Acı biberin güçlü bir anti-enflamatuar olması içinde bulunan A vitamini, C vitamini, B6 vitamini, K vitamini ve manganez sayesindedir. Tüm bu bileşenler acı biberi bağışıklık sisteminizi güçlendirmeye yardımcı olacak süper bir baharat yapar.
Acı biber ve kırmızı biber yemeklerde nasıl kullanılacağına dair fikir vermeye gerek yok diye düşünüyorum.
Bağışıklık Sistemini Güçlendiren Baharatlar: Zencefil
Taze veya öğütülmüş kuru zencefil Ayurvedik tıbbında soğuk algınlığı ve grip semptomlarını önlemek için kullanılan en eski ilaçtır.
Soğuk algınlığının yanı sıra sabah bulantısını ve bulantıyı hafifletmeye yardımcı olur.
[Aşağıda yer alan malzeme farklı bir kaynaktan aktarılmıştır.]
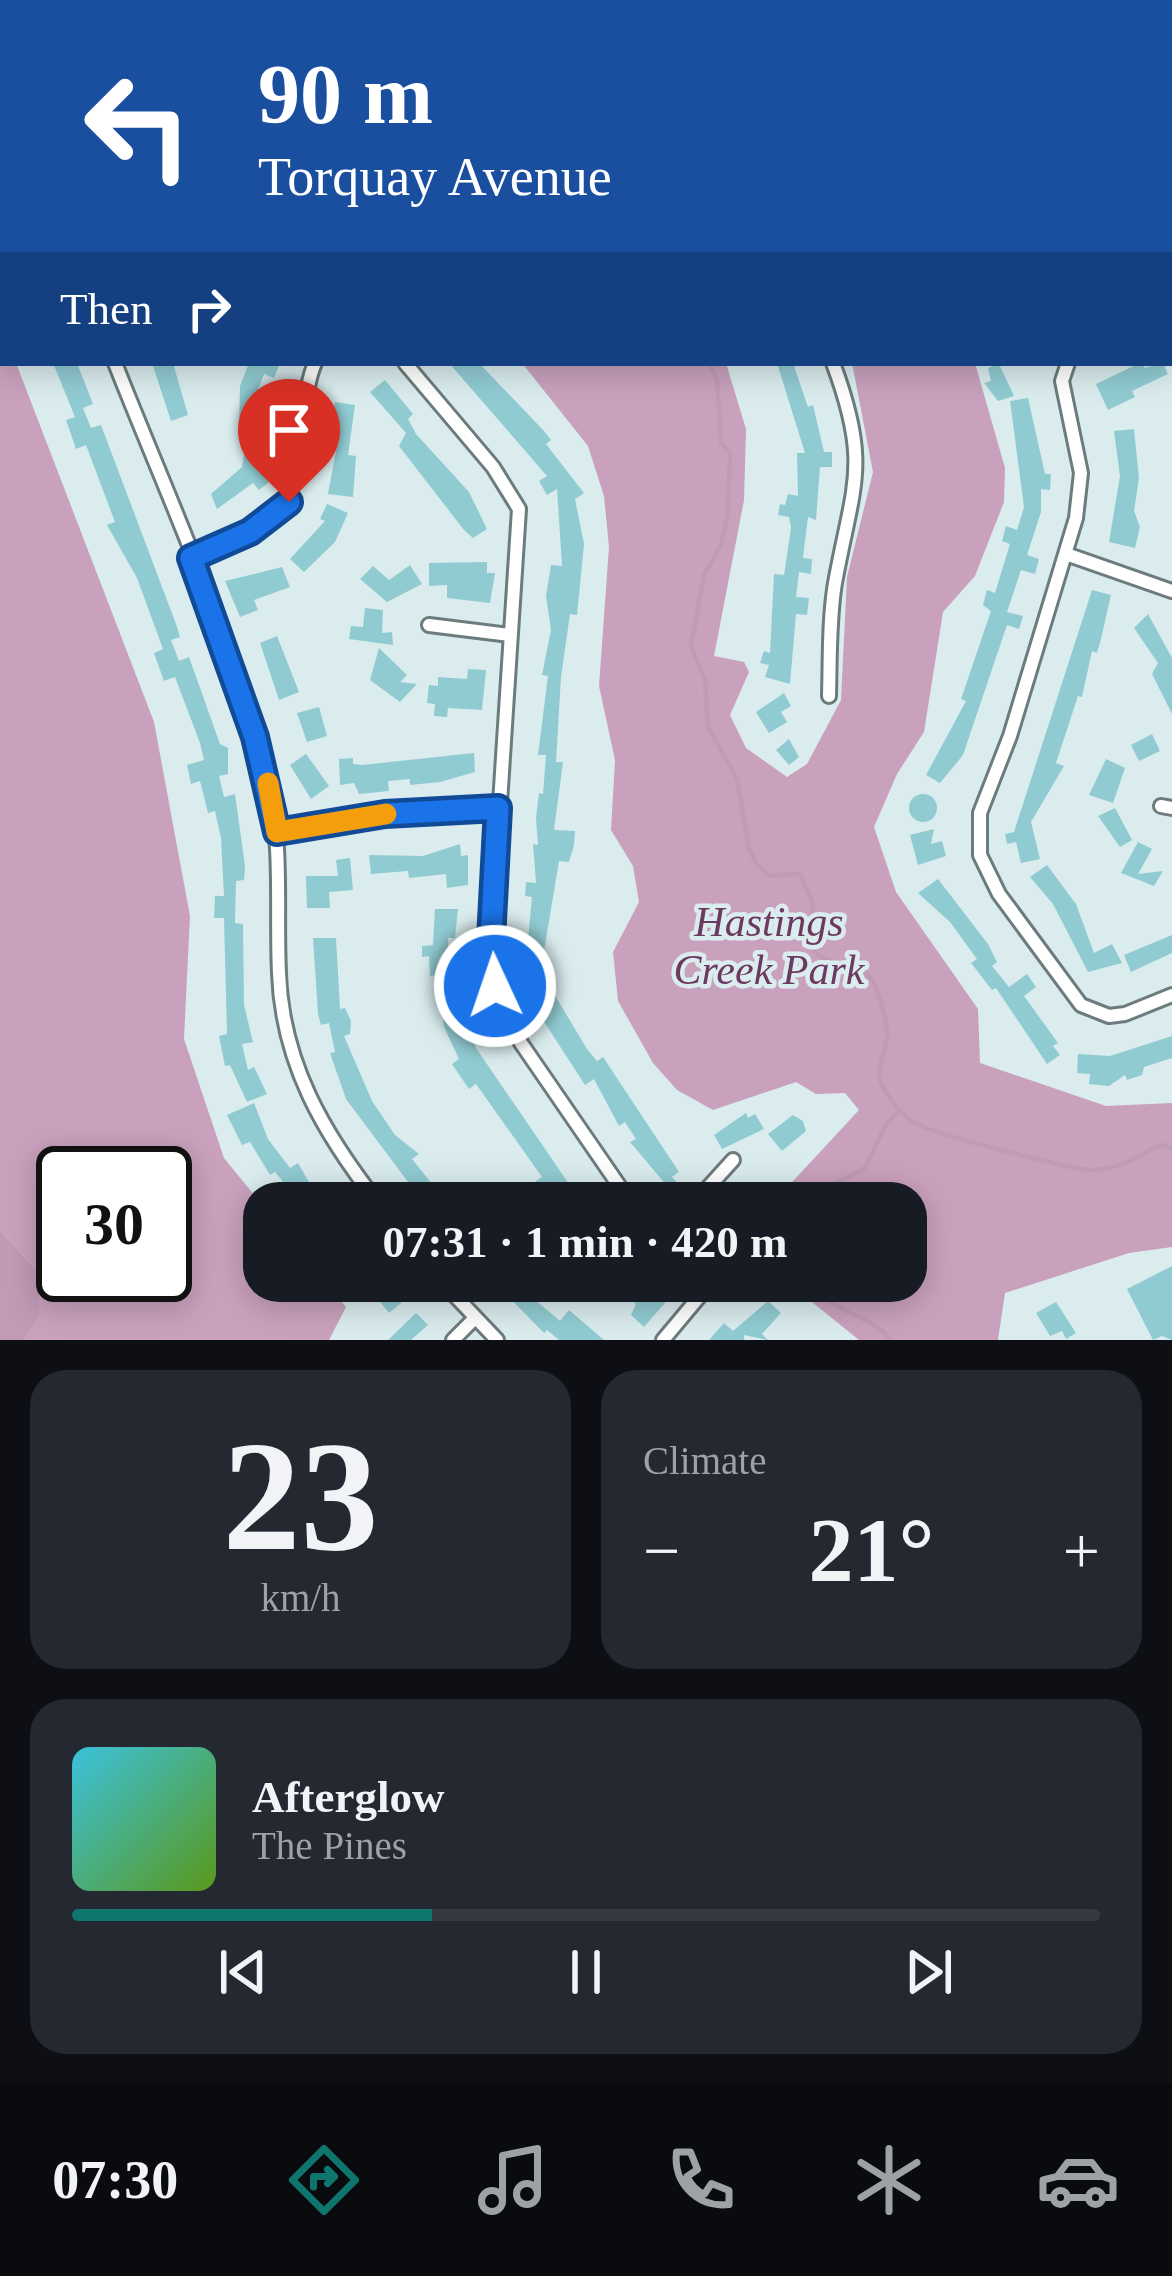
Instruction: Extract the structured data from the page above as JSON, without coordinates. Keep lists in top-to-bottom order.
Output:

Vücudunuzu tehdit eden mikroorganizmalara karşı savaşan güçlü bir bağışıklık güçlendiricidir.
Taze zencefil öğütülmüş zencefil ile karşılaştırıldığında sağlığa yararlı özellikleri daha fazladır.
Öğütülmüş zencefili gıdalarda nasıl kullanacağınıza dair fikirler
Birkaç karabiber ile zencefil çayı içmek, griple savaşmak için harika bir bitkisel çaydır.
Kek, bisküvi ve tatlı yapmak için öğütülmüş zencefil kullanın
Reçel ve jöle yapmak için hem taze hem de öğütülmüş zencefil kullanabilirsiniz.
Patates kızartması ve kızartılan sebzelere zencefil ekleyin
Et suyu, güveç ve çorbalara doğranmış zencefil veya zencefil tozu da ekleyebilirsiniz.
En basit yolu ise masanıza getirdiğiniz öğütülmüş acı biberinize katabilirsiniz böylece tam bir bağışıklık savunması yapabilirsiniz.
Sürekli fazla miktarda tüketilen baharatlar faydadan çok sağlımıza zarar verebilirler
MUSKATIN ZARARLARI.
* Sürekli ve fazla muskat tüketmek; kalp çarpıntısı, mide bulantısı ve halüsinasyona
* Hamileler ve emziren annelerin muskat kullanması önerilmez.
KEKİĞİN ZARARLARI
* Yüksek tansiyonu tetikleyebilir.
* Çok hassas ciltlerde alerjiye sebep olabilir.
* Fazla kullanımı mukus tabakasına zarar verebilir.
KARABİBERİN ZARARLARI
* Cilde direkt uyulandığında ciltte yanma ve kızarıklığa yol açabilir.
* Yakıcı etkisinden dolayı fazla terlemenize neden olur.
KİMYONUN ZARARLARI
* Yine mide rahatsızlıkları olanlar fazla kimyon tüketiminden kaçınmalıdır.
KIRMIZI BİBERİN ZARARLARI
Biberin cilde uygulanıp uygulanmaması konusunda tartışmalar hala devam etmektedir. Biberi cilde uygulamak bazı bünyelerde hassasiyete yol açabilir.